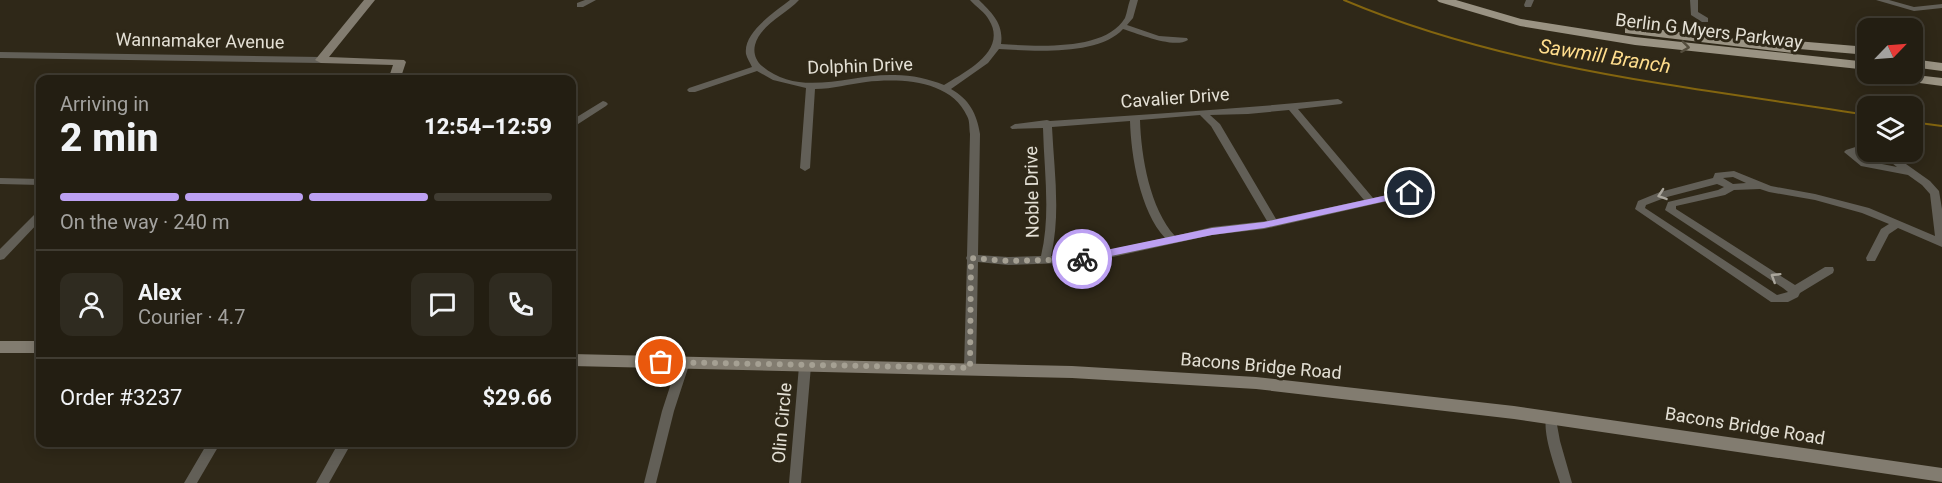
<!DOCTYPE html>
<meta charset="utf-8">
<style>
body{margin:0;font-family:Roboto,sans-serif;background:#2f2b20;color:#f1f3f6;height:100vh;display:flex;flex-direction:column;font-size:22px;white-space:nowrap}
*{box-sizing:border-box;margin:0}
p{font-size:20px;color:#a3a29f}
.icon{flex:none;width:33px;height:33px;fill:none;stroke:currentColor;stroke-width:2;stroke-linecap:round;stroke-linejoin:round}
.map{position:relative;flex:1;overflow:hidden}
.details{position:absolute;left:36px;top:75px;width:540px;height:372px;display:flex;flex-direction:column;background:#231e12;border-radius:12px;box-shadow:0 3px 15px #0003,0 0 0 2px #403c32}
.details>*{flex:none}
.needle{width:39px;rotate:65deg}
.controls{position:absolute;left:1857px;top:18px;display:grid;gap:12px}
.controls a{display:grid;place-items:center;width:66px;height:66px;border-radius:12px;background:#231e12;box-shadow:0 3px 15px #0003,0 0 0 2px #403c32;font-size:30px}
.pin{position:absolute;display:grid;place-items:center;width:51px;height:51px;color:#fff;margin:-26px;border:3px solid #fff;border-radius:50%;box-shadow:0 2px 6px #0007}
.courier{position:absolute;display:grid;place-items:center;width:60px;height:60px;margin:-30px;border:4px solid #bca0f2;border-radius:50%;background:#fff;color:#222;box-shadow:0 2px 8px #0007}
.head em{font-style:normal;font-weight:800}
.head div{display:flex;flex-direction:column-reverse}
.head{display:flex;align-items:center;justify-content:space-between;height:102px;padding:0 24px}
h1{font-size:39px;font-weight:800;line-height:45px}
.bar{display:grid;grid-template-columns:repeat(4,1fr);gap:9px 6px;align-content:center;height:72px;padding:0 24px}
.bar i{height:8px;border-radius:4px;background:#403c32}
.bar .active{background:#bca0f2}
.bar p{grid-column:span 4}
.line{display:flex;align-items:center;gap:15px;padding:0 24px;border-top:2px solid #403c32}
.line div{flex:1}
.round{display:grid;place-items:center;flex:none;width:63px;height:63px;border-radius:12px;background:#2f2b20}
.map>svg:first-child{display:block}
</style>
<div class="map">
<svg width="1942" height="483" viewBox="0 0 1942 483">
<rect width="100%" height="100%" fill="#2f2818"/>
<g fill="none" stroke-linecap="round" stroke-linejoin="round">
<path stroke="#83650f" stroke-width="2" d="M1344,0c165,70 348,87 524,115
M1912,122l30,4"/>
<path fill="#625f57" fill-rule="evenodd" d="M585,0h11l-13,7h-6v-4z
M790,0h9c-13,14 -39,25 -44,45 -2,8 1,16 7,21 39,33 89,7 133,9 17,0 34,4 49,10 21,-13 64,-34 45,-65 -4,-8 -13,-13 -19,-20h9c13,13 25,24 22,44 33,2 104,8 124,-26 2,-5 3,-13 5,-18h8l-5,18 -6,7 32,11 28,2 1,2c-14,9 -49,-6 -65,-11 -24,27 -91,22 -124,20l-11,14 -37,26c18,10 26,25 29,45l-2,121 30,2 33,-1c10,-42 3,-85 2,-128l-31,1 -2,-2 5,-3 32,-4 3,1c96,-7 193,-12 288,-22l5,3 -2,2 -43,5 75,89 37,-8 5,3 -5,3 -146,33 -52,6 -122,27 -82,3 -30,-3 -2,106 -2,3 -4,2 -4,-2 -2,-3 3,-108 -1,-2 1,-2 3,-122c-1,-6 0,-13 -3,-18 -16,-36 -67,-38 -101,-34 -17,2 -33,7 -51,7l-5,79 -5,3 -5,-3 6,-80 -33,-8 -16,-9 -62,21h-6l-2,-2 2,-2 63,-21c-2,-4 -5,-9 -6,-13 -3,-22 29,-42 44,-54zM1289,110l75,90 -88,19 -56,-95 -10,-9 38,-1zM1200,115l11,11 56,95 -55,6 -37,9c-25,-27 -34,-80 -35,-116zM1130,121c1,35 10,90 35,117l-75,16 -39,2c10,-43 3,-86 1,-129z
M1526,0h8l-3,7h-6l-1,-2z
M1690,0h8v12l10,6v4h-6l-11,-7z
M1876,0h13l25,7 28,-3v4l-28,3z
M0,52l321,5 4,3 -4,3 -321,-5z
M603,101l3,1 2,2 -2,2 -31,20 -3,1v-7z
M1868,143v6l-12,4 11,8 30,6 -19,-15h11l41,29 9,10 3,18v38l-44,-19 -9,6 -14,27h-8l-1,-3 15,-29 8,-5 -27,-11 -47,-13 -46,-8 -9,-3 -26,1 -9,5 -49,11v3l119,76 30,-18h8l1,3 -1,3 -33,20 -2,4 -10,5h-17l-136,-93 3,-8 22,-9 53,-14 2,-5 19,-2 37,15 44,8 54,14 66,28 -5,-42 -8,-9 -14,-10 -47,-9 -17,-14 2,-2zM1733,177l13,6 -13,1 -10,-6zM1717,184l7,3 -6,3 -50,12 -3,8 118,78 5,4 -11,3 -132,-87 1,-3 21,-8z
M0,178l40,1v6l-40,-1z
M40,211v10l-36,38 -4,1v-11l36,-36z
M684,357l4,2 2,3 -16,49 -18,72h-12l18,-72 16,-49 2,-3z
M805,361l4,2 2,3 -10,117h-12l10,-117 2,-3z
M1551,413l4,1 5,27 12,42h-12c-5,-17 -19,-52 -13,-69z
M208,442h13l-24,41h-13z
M339,442h13l-23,41h-13z"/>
<path fill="#827c70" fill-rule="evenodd" d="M364,0h11l-46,57 75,3 2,2 -6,18h-12l5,-15 -72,-2 -6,-3z
M0,341h40v12h-40z
M572,354l500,12 184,11 258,29 428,62v14l-428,-63 -258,-30 -184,-11 -500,-12z"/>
<path fill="#9a9383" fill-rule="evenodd" d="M1437,0h19l65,19 114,18 233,25v8l-233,-25 -115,-19 -81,-24z
M1629,26l149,18 6,-4 84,7v8l-69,-6 -6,4 -168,-20v-6z
M1912,59l30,4v8l-30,-4z
M1876,74h31l35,4v8l-60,-8z"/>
</g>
<defs><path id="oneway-chevron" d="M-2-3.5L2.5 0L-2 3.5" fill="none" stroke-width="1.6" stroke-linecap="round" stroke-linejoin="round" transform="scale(1.5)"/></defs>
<use stroke="#544d3d" href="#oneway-chevron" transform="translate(1685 47) rotate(7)"/>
<g stroke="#aaa69c">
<use href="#oneway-chevron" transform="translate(1662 195) rotate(161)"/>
<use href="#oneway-chevron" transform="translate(1775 277) rotate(-148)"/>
</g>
<path fill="#bca0f2" d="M1410,190l3,1v4l-149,33 -52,7 -130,27 -5,-3 5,-4 130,-27 52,-6z"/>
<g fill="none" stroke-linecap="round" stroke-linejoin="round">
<path stroke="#a5a093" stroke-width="6" stroke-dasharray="0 10.8" d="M661,362l309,6 1,-110 37,3 74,-2"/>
</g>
<g text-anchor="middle" stroke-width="6" stroke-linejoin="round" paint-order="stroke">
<g font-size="18" fill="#e4e0d5" stroke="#2f2818">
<text transform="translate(1709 31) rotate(7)" y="6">Berlin G Myers Parkway</text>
<text transform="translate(200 41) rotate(1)" y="6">Wannamaker Avenue</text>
<text transform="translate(860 66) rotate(-2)" y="6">Dolphin Drive</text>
<text transform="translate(1175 98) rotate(-4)" y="6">Cavalier Drive</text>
<text transform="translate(1032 192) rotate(-91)" y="6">Noble Drive</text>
<text transform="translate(1261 366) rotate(5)" y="6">Bacons Bridge Road</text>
<text transform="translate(782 423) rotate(-85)" y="6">Olin Circle</text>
<text transform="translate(1745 426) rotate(9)" y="6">Bacons Bridge Road</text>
</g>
<g font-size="20" font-style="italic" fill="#ffdd8d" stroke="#2f2818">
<text transform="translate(1605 56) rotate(9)" y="7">Sawmill Branch</text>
</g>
</g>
</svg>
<div class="controls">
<a><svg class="needle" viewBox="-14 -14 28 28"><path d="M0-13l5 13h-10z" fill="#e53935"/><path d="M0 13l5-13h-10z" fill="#a3a29f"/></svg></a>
<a><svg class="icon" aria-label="layers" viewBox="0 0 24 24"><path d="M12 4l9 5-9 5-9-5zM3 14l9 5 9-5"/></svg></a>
</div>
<div class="pin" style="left:661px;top:362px;background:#ea580c"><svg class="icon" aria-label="bag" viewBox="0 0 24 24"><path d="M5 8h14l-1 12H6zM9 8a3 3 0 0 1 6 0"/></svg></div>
<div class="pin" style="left:1410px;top:193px;background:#1f2937"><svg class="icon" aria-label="home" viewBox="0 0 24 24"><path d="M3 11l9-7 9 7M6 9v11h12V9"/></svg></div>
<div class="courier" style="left:1082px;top:259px"><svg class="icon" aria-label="bike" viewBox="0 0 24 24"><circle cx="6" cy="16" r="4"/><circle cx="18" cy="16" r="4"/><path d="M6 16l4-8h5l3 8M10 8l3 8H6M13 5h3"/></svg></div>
<section class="details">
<div class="head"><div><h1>2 min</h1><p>Arriving in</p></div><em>12:54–12:59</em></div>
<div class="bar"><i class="active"></i><i class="active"></i><i class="active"></i><i></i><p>On the way · 240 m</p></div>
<div class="line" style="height:108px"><a class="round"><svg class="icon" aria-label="person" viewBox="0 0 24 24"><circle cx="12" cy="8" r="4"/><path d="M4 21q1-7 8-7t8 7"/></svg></a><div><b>Alex</b><p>Courier · 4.7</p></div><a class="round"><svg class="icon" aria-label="chat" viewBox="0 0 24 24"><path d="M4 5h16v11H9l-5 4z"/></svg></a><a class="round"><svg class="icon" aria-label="phone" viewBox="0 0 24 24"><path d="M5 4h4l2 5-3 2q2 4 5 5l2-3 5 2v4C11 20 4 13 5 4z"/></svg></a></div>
<div class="line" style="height:78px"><div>Order #3237</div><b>$29.66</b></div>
</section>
</div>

### [Assignment]
Your answer should consist of each line of the data above in which the word "controls" occurs.

### [Response below]
.controls{position:absolute;left:1857px;top:18px;display:grid;gap:12px}
.controls a{display:grid;place-items:center;width:66px;height:66px;border-radius:12px;background:#231e12;box-shadow:0 3px 15px #0003,0 0 0 2px #403c32;font-size:30px}
<div class="controls">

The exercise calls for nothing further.